E le condizioni accademico-politiche sembrano
esserci tutte: appelli per "dare voce all'Università" (ovvero
per zittirla per sempre), Fondazioni-lobbies che aggregano trasversalmente i soliti
accademici 'eccellenti' che hanno sempre dettato legge sull'Università,
campagne stampa per disinformare l'opinione pubblica, convergenza in Parlamento
tra Maggioranza e i due più consistenti Gruppi dell'Opposizione (DS e Margherita)
su punti nodali del DDL. Il risultato è un DDL che, come è uscito
dalla Commissione Cultura l'1 giugno 2005 (per il testo v. nota 3), ha perso molto
del suo aspetto abborracciato e disegna ora con chiarezza l'Università
del prossimo futuro.
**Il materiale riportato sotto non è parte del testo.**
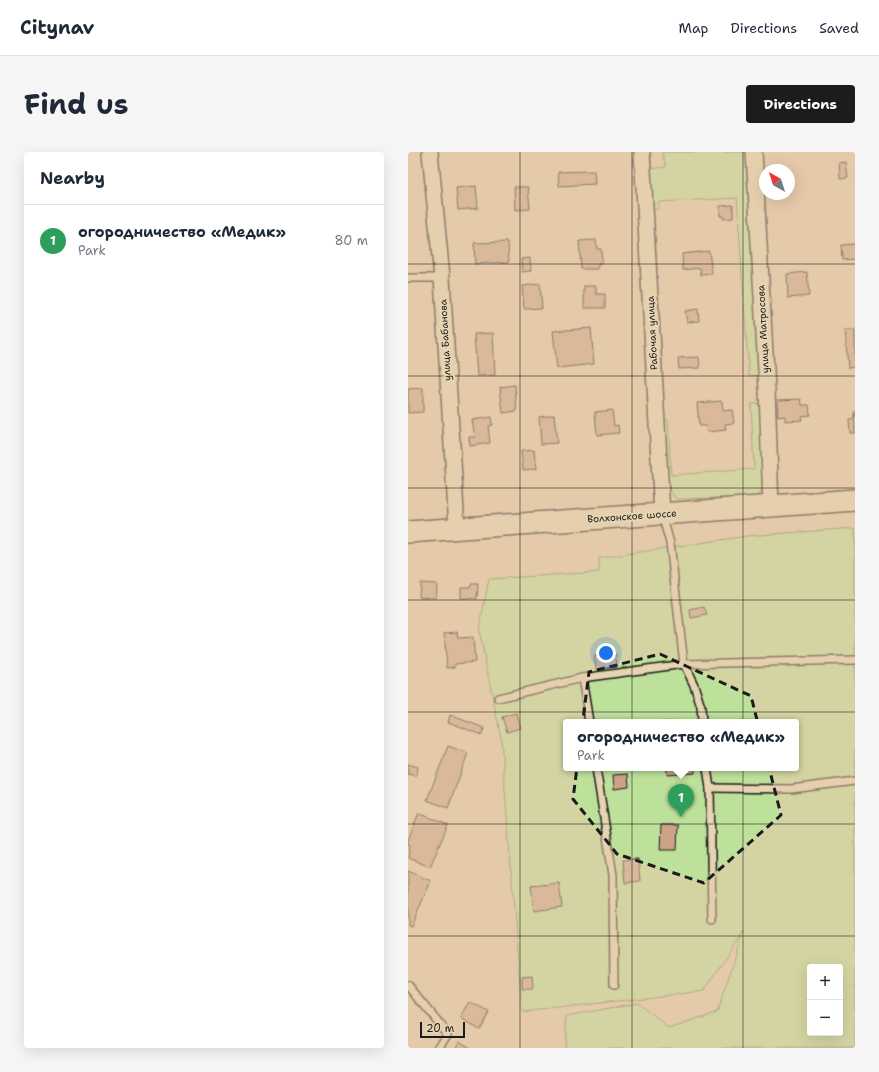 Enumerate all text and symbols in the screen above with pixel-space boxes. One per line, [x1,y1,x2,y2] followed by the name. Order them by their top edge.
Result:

Quanto si vuole al più presto fare approvare sembra
sempre più qualcosa di concordato e deciso trasversalmente da tempo e che
ha come obiettivo ultimo lo smantellamento del Sistema nazionale delle Università
statali:
abolizione dello stato giuridico nazionale di tutti i docenti universitari
e
abolizione del valore legale del titolo di studio.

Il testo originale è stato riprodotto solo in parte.